From the reinterpretation and translation of the correspondence between Thorvaldsen and leading European architects, and from the drawings preserved in the archives of the Thorvaldsens Museum and the Danmarks Kunstbibliotek in Copenhagen, and then from the re-reading of the contemporary bibliography defending polychromy, among others those of the Danish archaeologist Peter Oluf Brøndsted, and from Thorvaldsen’s own artistic production and collaboration, the hypothesis that the architects and rchaeologists defending the definition of a new aesthetic vision gravitated around the Danish sculptor's Roman atelier is emerging. A vision in which all arts coexist and in which colour plays a central role in architectural creation.

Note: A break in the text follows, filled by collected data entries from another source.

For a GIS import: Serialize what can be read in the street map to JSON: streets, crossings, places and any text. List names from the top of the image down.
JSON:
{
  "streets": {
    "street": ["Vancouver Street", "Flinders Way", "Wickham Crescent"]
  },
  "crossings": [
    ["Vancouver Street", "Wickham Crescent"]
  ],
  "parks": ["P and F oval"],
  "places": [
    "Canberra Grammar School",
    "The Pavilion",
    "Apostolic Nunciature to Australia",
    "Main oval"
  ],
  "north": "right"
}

Therefore, we would like to emphasise that the research following the rediscovery of traces of colour on the remains of the archaic Greek period and the debates on the hypothesis of reconstruction of the oldest of the Greek temples in Sicily, namely that of Jupiter at Girgenti, are not only strongly supported by Thorvaldsen, but that he influences architects in their design choices throughout the old continent.